This is a wild read from start to finish but this description of one of the inhabitants made me literally laugh out loud:
There’s Richard Angell, an anti-circumcision activist known as “Dick Angel.”
I mean, that’s just objectively funny.
So some of the best quotes so far from this;
One of the original masterminds of the plan, a
certain Larry Pendarvis, had written of his intention to create a space
honoring the freedom to “traffic organs, the right to hold duels, and
the God-given, underappreciated right to organize so-called bum fights.”

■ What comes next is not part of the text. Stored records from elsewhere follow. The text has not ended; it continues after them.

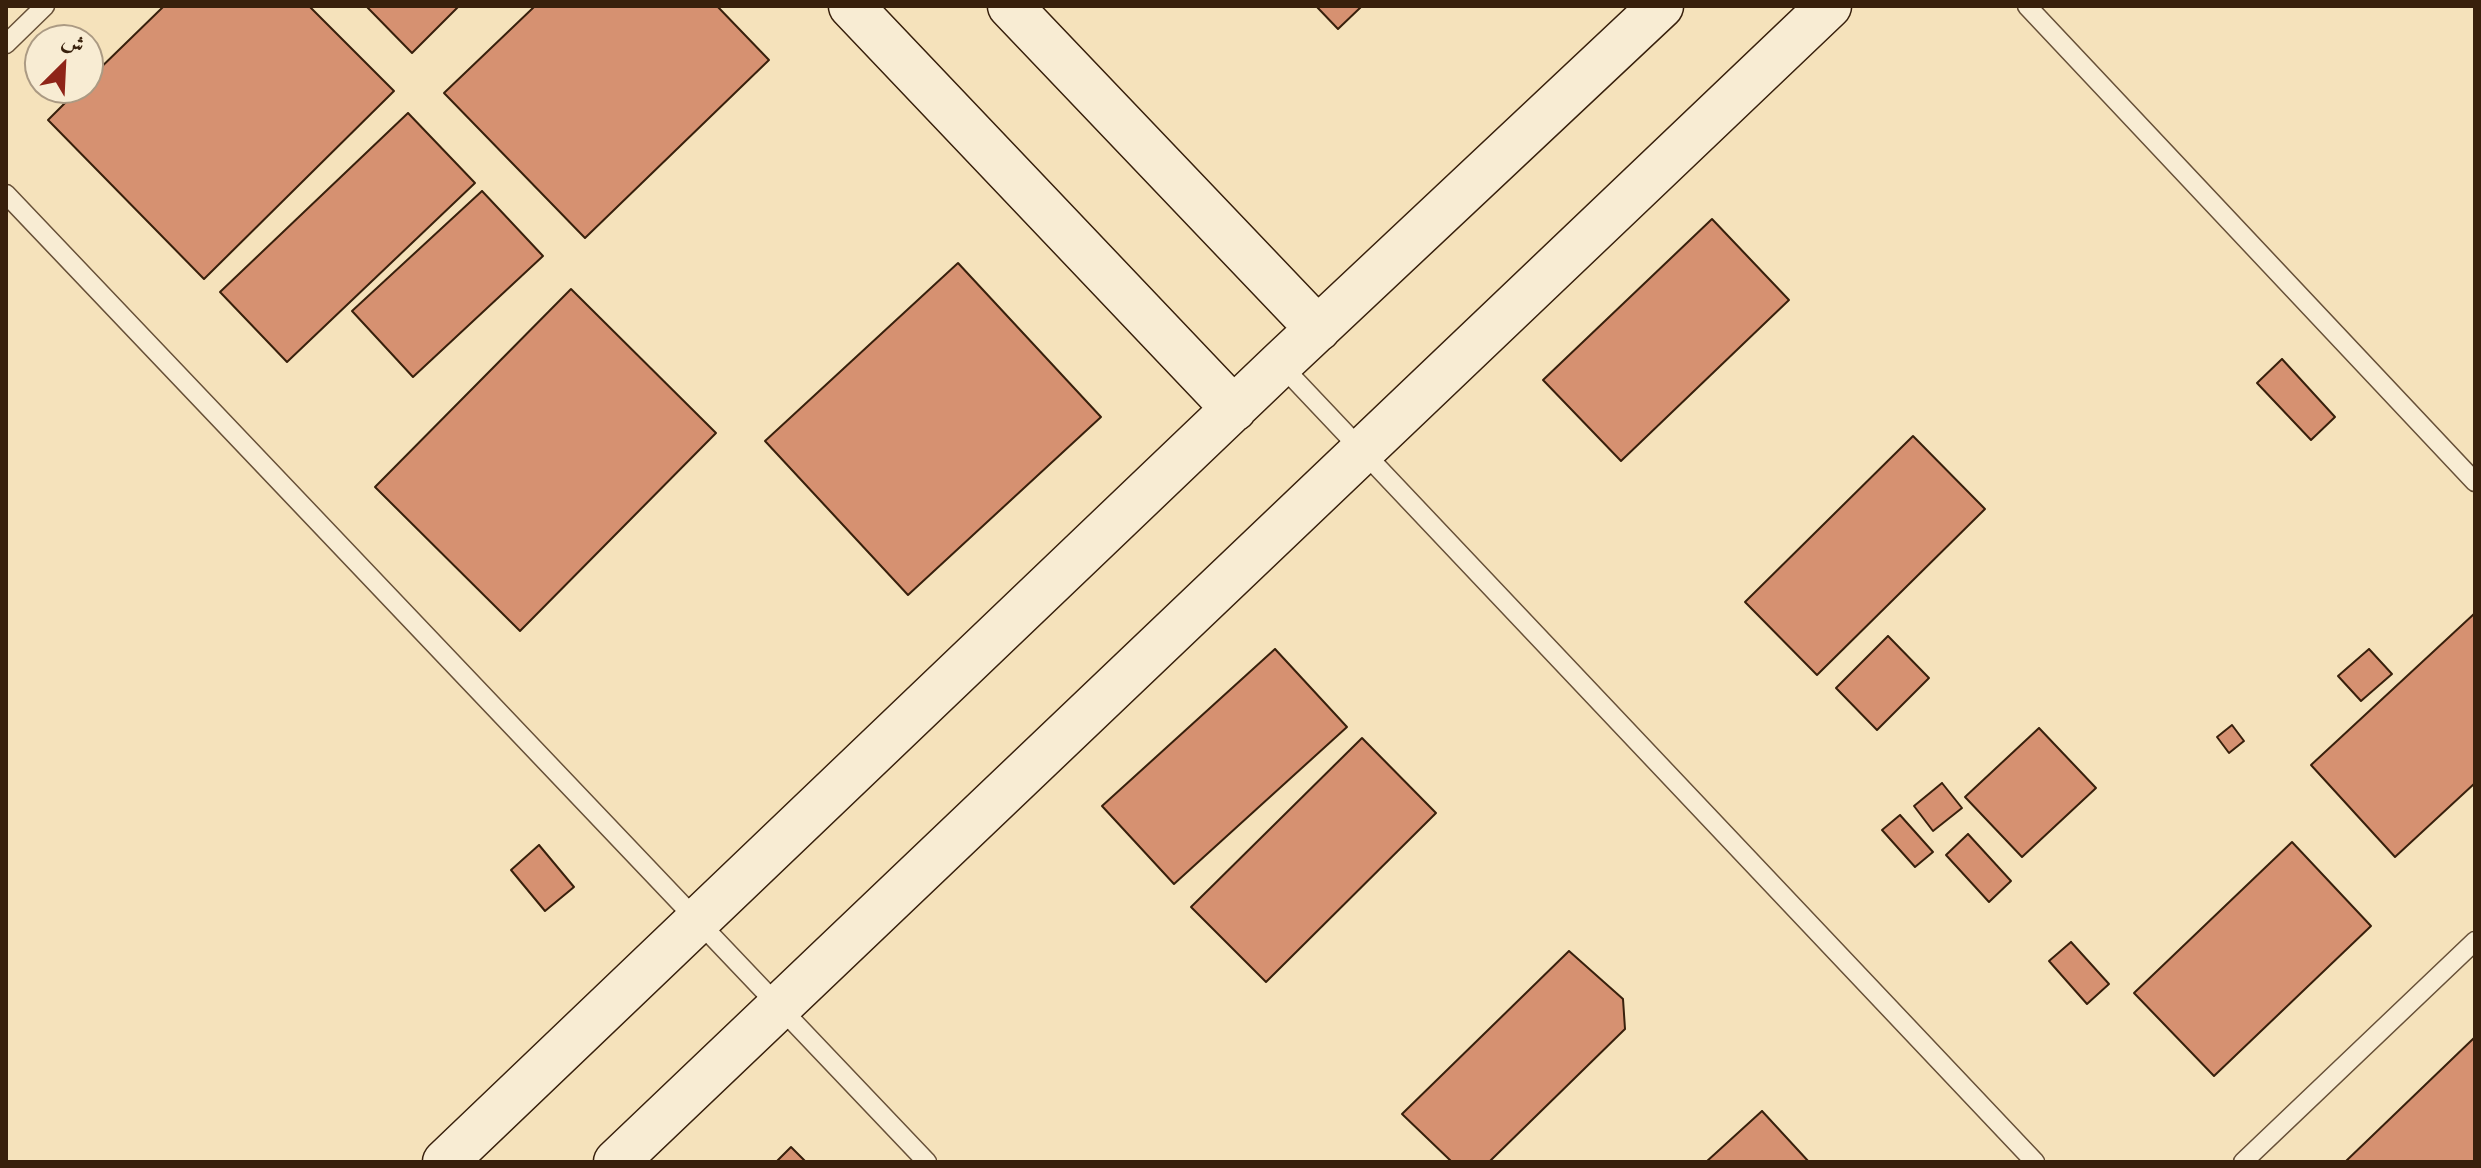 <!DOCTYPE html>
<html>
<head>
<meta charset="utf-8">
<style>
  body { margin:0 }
  #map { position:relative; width:2481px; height:1168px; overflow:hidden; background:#f5e2bb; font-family:"IM FELL DW Pica",Amiri,serif }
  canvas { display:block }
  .frame { position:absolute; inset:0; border:8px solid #38200c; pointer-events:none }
  .north { position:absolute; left:24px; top:24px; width:80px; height:80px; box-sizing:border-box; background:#f8ecd3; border:2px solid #ab9a83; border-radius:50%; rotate:24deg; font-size:22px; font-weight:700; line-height:32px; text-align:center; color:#38200c }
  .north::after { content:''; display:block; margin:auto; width:28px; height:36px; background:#8f2418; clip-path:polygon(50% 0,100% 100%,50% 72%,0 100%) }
</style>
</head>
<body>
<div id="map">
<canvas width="2481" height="1168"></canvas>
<div class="frame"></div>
<div class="north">ش</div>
</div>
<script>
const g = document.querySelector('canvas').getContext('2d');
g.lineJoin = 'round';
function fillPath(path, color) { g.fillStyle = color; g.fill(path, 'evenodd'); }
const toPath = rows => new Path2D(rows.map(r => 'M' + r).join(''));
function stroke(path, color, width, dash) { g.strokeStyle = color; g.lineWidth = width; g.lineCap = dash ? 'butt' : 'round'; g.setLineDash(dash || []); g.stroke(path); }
const building = toPath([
  [164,6,309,6,394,91,204,279,48,120,80,88,88,88,88,80,164,6],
  [366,6,459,6,412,53,366,6],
  [535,6,717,6,769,60,585,238,444,93,535,6],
  [1316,6,1362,6,1338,29,1316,6],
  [408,113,475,183,287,362,220,292,408,113],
  [482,191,543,256,413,377,352,311,482,191],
  [1712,219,1789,300,1621,461,1543,380,1712,219],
  [958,263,1101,417,908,595,765,441,958,263],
  [571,289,716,433,520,631,375,487,571,289],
  [2282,359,2335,417,2311,440,2257,383,2282,359],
  [1913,436,1985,509,1817,675,1745,602,1913,436],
  [2475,613,2475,783,2395,857,2311,765,2475,613],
  [1888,636,1929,678,1877,730,1836,688,1888,636],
  [1275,649,1347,727,1174,884,1102,806,1275,649],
  [2369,649,2392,674,2361,701,2338,676,2369,649],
  [2232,725,2244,741,2229,753,2217,737,2232,725],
  [2039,728,2096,788,2022,857,1965,797,2039,728],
  [1362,738,1436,813,1266,982,1191,907,1362,738],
  [1942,783,1962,808,1933,831,1914,806,1942,783],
  [1900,815,1933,852,1915,867,1882,830,1900,815],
  [1968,834,2011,881,1989,902,1946,855,1968,834],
  [2292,842,2371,926,2214,1076,2134,993,2292,842],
  [539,845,574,887,545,911,511,870,539,845],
  [2071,942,2109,984,2087,1004,2049,961,2071,942],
  [1569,951,1623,999,1625,1029,1489,1162,1452,1162,1402,1114,1569,951],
  [2475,1037,2475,1162,2345,1162,2475,1037],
  [1762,1111,1809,1162,1706,1162,1762,1111],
  [791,1147,806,1162,776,1162,791,1147]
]);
const lane = toPath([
  [2027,6,2475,482],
  [6,44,45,6],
  [6,194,927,1162],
  [1280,364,2035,1162],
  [2243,1162,2475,941]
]);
const secondary = toPath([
  [851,6,1234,409],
  [1010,6,1318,329],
  [445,1162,1280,364,1661,6],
  [616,1162,1829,6]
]);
fillPath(building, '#d69171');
stroke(building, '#38200c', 2);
stroke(lane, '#675038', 21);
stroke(secondary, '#38200c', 47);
stroke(lane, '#f8ecd3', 18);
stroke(secondary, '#f8ecd3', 44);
</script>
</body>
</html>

He had also bemoaned the persecution of the “victimless crime” that is “consensual cannibalism.”
Bro
There’s Adam Franz, a self-described
anti-capitalist (Interjection; by this he means ‘doesn’t want to pay taxes) who set up a tent city to serve as “a planned community
of survivalists,” even though no one who joined it had any real
bushcraft skills.
BRo
They slashed the town’s already tiny yearly
budget of $1 million by 30 percent, obliged the town to fight legal test
case after test case, and staged absurd, standoffish encounters with
the sheriff to rack up YouTube hits. Grafton was a poor town to begin
with, but with tax revenue dropping even as its population expanded,
things got steadily worse. Potholes multiplied, domestic disputes
proliferated, violent crime spiked, and town workers started going
without heat.
BRO
And these are all from BEFORE the actual bears showed up.
“Free Towners were finding that the situations that had been so easy to problem-solve in the abstract medium of message boards were difficult to resolve in person.”